[Records from a collection]

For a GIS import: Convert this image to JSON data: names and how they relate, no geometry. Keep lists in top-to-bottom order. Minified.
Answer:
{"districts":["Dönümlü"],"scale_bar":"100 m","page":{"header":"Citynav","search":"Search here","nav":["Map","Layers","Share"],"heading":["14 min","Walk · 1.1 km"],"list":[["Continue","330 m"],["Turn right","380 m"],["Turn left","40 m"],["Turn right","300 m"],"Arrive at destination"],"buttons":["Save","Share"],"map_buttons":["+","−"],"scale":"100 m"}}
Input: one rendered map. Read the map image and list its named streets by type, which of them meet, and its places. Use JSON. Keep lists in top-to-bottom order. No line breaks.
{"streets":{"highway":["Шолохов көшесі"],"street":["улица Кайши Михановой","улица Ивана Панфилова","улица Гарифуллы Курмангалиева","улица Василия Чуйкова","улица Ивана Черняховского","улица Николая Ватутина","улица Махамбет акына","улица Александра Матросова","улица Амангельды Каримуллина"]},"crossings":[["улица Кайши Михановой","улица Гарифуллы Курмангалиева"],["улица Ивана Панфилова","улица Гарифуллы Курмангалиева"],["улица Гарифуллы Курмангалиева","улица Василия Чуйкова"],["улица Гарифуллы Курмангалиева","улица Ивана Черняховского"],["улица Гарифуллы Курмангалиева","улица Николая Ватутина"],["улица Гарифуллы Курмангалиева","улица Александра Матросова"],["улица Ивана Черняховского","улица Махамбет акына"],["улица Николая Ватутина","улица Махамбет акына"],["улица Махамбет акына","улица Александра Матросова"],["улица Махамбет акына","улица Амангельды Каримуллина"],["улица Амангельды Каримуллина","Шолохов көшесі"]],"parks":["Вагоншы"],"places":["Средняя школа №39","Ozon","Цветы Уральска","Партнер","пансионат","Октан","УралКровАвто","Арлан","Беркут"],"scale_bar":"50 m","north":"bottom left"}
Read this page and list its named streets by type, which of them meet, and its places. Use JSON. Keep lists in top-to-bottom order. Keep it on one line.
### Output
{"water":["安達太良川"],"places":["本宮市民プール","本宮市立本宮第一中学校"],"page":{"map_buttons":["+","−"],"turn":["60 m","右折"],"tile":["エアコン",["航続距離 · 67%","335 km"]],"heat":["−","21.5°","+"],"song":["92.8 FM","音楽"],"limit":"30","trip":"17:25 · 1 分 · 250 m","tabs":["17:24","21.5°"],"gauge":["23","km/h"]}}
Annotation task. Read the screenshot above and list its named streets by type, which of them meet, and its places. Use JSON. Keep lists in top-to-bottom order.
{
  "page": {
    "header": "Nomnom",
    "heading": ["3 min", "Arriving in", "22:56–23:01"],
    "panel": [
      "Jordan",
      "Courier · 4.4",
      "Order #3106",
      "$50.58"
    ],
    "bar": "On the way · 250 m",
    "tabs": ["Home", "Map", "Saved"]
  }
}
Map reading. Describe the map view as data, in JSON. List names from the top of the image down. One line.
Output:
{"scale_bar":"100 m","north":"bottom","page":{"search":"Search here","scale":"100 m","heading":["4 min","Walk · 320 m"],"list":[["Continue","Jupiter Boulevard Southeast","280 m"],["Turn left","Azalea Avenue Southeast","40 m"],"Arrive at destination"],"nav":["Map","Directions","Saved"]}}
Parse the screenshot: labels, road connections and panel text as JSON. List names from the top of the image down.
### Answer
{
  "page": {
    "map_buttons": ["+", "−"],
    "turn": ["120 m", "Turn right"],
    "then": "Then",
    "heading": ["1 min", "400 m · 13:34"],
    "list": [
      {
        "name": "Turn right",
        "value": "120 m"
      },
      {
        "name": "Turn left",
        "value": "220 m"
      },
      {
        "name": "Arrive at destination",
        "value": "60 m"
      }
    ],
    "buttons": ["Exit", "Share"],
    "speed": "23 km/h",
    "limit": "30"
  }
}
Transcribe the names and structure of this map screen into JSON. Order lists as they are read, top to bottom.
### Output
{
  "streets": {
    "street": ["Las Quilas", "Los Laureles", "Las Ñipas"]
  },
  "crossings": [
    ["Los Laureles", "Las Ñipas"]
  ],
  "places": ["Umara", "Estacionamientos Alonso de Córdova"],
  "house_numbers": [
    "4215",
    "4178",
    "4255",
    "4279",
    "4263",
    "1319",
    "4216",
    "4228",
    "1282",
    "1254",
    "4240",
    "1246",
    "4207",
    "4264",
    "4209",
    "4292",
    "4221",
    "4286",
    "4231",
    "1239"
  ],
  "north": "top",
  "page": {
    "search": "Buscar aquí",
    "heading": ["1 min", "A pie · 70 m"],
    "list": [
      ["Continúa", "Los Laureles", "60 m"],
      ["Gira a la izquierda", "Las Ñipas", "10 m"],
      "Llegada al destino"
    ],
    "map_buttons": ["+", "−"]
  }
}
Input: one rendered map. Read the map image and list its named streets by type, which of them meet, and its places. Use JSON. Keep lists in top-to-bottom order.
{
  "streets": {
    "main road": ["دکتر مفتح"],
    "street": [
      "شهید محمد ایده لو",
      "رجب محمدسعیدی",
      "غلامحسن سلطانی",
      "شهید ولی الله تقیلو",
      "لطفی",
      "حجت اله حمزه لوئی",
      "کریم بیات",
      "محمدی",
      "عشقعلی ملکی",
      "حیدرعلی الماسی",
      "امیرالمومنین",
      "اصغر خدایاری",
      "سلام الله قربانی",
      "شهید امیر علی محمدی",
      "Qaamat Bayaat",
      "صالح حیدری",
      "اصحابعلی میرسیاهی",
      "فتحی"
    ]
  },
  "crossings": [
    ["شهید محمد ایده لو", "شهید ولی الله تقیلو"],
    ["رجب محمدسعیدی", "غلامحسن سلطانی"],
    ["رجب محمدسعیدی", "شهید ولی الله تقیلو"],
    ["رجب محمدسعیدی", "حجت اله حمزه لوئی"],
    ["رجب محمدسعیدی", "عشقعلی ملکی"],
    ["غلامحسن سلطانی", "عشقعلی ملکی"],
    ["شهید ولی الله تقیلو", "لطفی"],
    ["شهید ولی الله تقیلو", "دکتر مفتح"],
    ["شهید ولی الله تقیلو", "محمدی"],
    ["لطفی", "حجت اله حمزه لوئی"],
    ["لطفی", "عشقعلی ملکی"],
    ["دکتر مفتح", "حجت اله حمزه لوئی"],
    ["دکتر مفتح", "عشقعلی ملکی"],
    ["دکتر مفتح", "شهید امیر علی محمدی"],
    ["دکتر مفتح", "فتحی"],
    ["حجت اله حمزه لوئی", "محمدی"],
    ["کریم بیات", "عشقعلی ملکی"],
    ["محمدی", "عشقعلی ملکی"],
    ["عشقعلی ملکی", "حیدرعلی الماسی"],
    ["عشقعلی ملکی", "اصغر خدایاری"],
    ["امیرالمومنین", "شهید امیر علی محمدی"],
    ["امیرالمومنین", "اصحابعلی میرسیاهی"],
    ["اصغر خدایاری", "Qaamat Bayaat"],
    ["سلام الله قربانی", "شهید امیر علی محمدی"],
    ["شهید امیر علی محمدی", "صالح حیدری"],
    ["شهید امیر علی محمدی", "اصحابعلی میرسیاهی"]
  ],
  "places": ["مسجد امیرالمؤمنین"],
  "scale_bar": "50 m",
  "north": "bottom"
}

### PROBLEM DESCRIPTION
Each entry above is to be transcribed word for word.

### SOLUTION
For a GIS import: Convert this image to JSON data: names and how they relate, no geometry. Keep lists in top-to-bottom order. Minified.
Answer:
{"districts":["Dönümlü"],"scale_bar":"100 m","page":{"header":"Citynav","search":"Search here","nav":["Map","Layers","Share"],"heading":["14 min","Walk · 1.1 km"],"list":[["Continue","330 m"],["Turn right","380 m"],["Turn left","40 m"],["Turn right","300 m"],"Arrive at destination"],"buttons":["Save","Share"],"map_buttons":["+","−"],"scale":"100 m"}}
Input: one rendered map. Read the map image and list its named streets by type, which of them meet, and its places. Use JSON. Keep lists in top-to-bottom order. No line breaks.
{"streets":{"highway":["Шолохов көшесі"],"street":["улица Кайши Михановой","улица Ивана Панфилова","улица Гарифуллы Курмангалиева","улица Василия Чуйкова","улица Ивана Черняховского","улица Николая Ватутина","улица Махамбет акына","улица Александра Матросова","улица Амангельды Каримуллина"]},"crossings":[["улица Кайши Михановой","улица Гарифуллы Курмангалиева"],["улица Ивана Панфилова","улица Гарифуллы Курмангалиева"],["улица Гарифуллы Курмангалиева","улица Василия Чуйкова"],["улица Гарифуллы Курмангалиева","улица Ивана Черняховского"],["улица Гарифуллы Курмангалиева","улица Николая Ватутина"],["улица Гарифуллы Курмангалиева","улица Александра Матросова"],["улица Ивана Черняховского","улица Махамбет акына"],["улица Николая Ватутина","улица Махамбет акына"],["улица Махамбет акына","улица Александра Матросова"],["улица Махамбет акына","улица Амангельды Каримуллина"],["улица Амангельды Каримуллина","Шолохов көшесі"]],"parks":["Вагоншы"],"places":["Средняя школа №39","Ozon","Цветы Уральска","Партнер","пансионат","Октан","УралКровАвто","Арлан","Беркут"],"scale_bar":"50 m","north":"bottom left"}
Read this page and list its named streets by type, which of them meet, and its places. Use JSON. Keep lists in top-to-bottom order. Keep it on one line.
### Output
{"water":["安達太良川"],"places":["本宮市民プール","本宮市立本宮第一中学校"],"page":{"map_buttons":["+","−"],"turn":["60 m","右折"],"tile":["エアコン",["航続距離 · 67%","335 km"]],"heat":["−","21.5°","+"],"song":["92.8 FM","音楽"],"limit":"30","trip":"17:25 · 1 分 · 250 m","tabs":["17:24","21.5°"],"gauge":["23","km/h"]}}
Annotation task. Read the screenshot above and list its named streets by type, which of them meet, and its places. Use JSON. Keep lists in top-to-bottom order.
{
  "page": {
    "header": "Nomnom",
    "heading": ["3 min", "Arriving in", "22:56–23:01"],
    "panel": [
      "Jordan",
      "Courier · 4.4",
      "Order #3106",
      "$50.58"
    ],
    "bar": "On the way · 250 m",
    "tabs": ["Home", "Map", "Saved"]
  }
}
Map reading. Describe the map view as data, in JSON. List names from the top of the image down. One line.
Output:
{"scale_bar":"100 m","north":"bottom","page":{"search":"Search here","scale":"100 m","heading":["4 min","Walk · 320 m"],"list":[["Continue","Jupiter Boulevard Southeast","280 m"],["Turn left","Azalea Avenue Southeast","40 m"],"Arrive at destination"],"nav":["Map","Directions","Saved"]}}
Parse the screenshot: labels, road connections and panel text as JSON. List names from the top of the image down.
### Answer
{
  "page": {
    "map_buttons": ["+", "−"],
    "turn": ["120 m", "Turn right"],
    "then": "Then",
    "heading": ["1 min", "400 m · 13:34"],
    "list": [
      {
        "name": "Turn right",
        "value": "120 m"
      },
      {
        "name": "Turn left",
        "value": "220 m"
      },
      {
        "name": "Arrive at destination",
        "value": "60 m"
      }
    ],
    "buttons": ["Exit", "Share"],
    "speed": "23 km/h",
    "limit": "30"
  }
}
Transcribe the names and structure of this map screen into JSON. Order lists as they are read, top to bottom.
### Output
{
  "streets": {
    "street": ["Las Quilas", "Los Laureles", "Las Ñipas"]
  },
  "crossings": [
    ["Los Laureles", "Las Ñipas"]
  ],
  "places": ["Umara", "Estacionamientos Alonso de Córdova"],
  "house_numbers": [
    "4215",
    "4178",
    "4255",
    "4279",
    "4263",
    "1319",
    "4216",
    "4228",
    "1282",
    "1254",
    "4240",
    "1246",
    "4207",
    "4264",
    "4209",
    "4292",
    "4221",
    "4286",
    "4231",
    "1239"
  ],
  "north": "top",
  "page": {
    "search": "Buscar aquí",
    "heading": ["1 min", "A pie · 70 m"],
    "list": [
      ["Continúa", "Los Laureles", "60 m"],
      ["Gira a la izquierda", "Las Ñipas", "10 m"],
      "Llegada al destino"
    ],
    "map_buttons": ["+", "−"]
  }
}
Input: one rendered map. Read the map image and list its named streets by type, which of them meet, and its places. Use JSON. Keep lists in top-to-bottom order.
{
  "streets": {
    "main road": ["دکتر مفتح"],
    "street": [
      "شهید محمد ایده لو",
      "رجب محمدسعیدی",
      "غلامحسن سلطانی",
      "شهید ولی الله تقیلو",
      "لطفی",
      "حجت اله حمزه لوئی",
      "کریم بیات",
      "محمدی",
      "عشقعلی ملکی",
      "حیدرعلی الماسی",
      "امیرالمومنین",
      "اصغر خدایاری",
      "سلام الله قربانی",
      "شهید امیر علی محمدی",
      "Qaamat Bayaat",
      "صالح حیدری",
      "اصحابعلی میرسیاهی",
      "فتحی"
    ]
  },
  "crossings": [
    ["شهید محمد ایده لو", "شهید ولی الله تقیلو"],
    ["رجب محمدسعیدی", "غلامحسن سلطانی"],
    ["رجب محمدسعیدی", "شهید ولی الله تقیلو"],
    ["رجب محمدسعیدی", "حجت اله حمزه لوئی"],
    ["رجب محمدسعیدی", "عشقعلی ملکی"],
    ["غلامحسن سلطانی", "عشقعلی ملکی"],
    ["شهید ولی الله تقیلو", "لطفی"],
    ["شهید ولی الله تقیلو", "دکتر مفتح"],
    ["شهید ولی الله تقیلو", "محمدی"],
    ["لطفی", "حجت اله حمزه لوئی"],
    ["لطفی", "عشقعلی ملکی"],
    ["دکتر مفتح", "حجت اله حمزه لوئی"],
    ["دکتر مفتح", "عشقعلی ملکی"],
    ["دکتر مفتح", "شهید امیر علی محمدی"],
    ["دکتر مفتح", "فتحی"],
    ["حجت اله حمزه لوئی", "محمدی"],
    ["کریم بیات", "عشقعلی ملکی"],
    ["محمدی", "عشقعلی ملکی"],
    ["عشقعلی ملکی", "حیدرعلی الماسی"],
    ["عشقعلی ملکی", "اصغر خدایاری"],
    ["امیرالمومنین", "شهید امیر علی محمدی"],
    ["امیرالمومنین", "اصحابعلی میرسیاهی"],
    ["اصغر خدایاری", "Qaamat Bayaat"],
    ["سلام الله قربانی", "شهید امیر علی محمدی"],
    ["شهید امیر علی محمدی", "صالح حیدری"],
    ["شهید امیر علی محمدی", "اصحابعلی میرسیاهی"]
  ],
  "places": ["مسجد امیرالمؤمنین"],
  "scale_bar": "50 m",
  "north": "bottom"
}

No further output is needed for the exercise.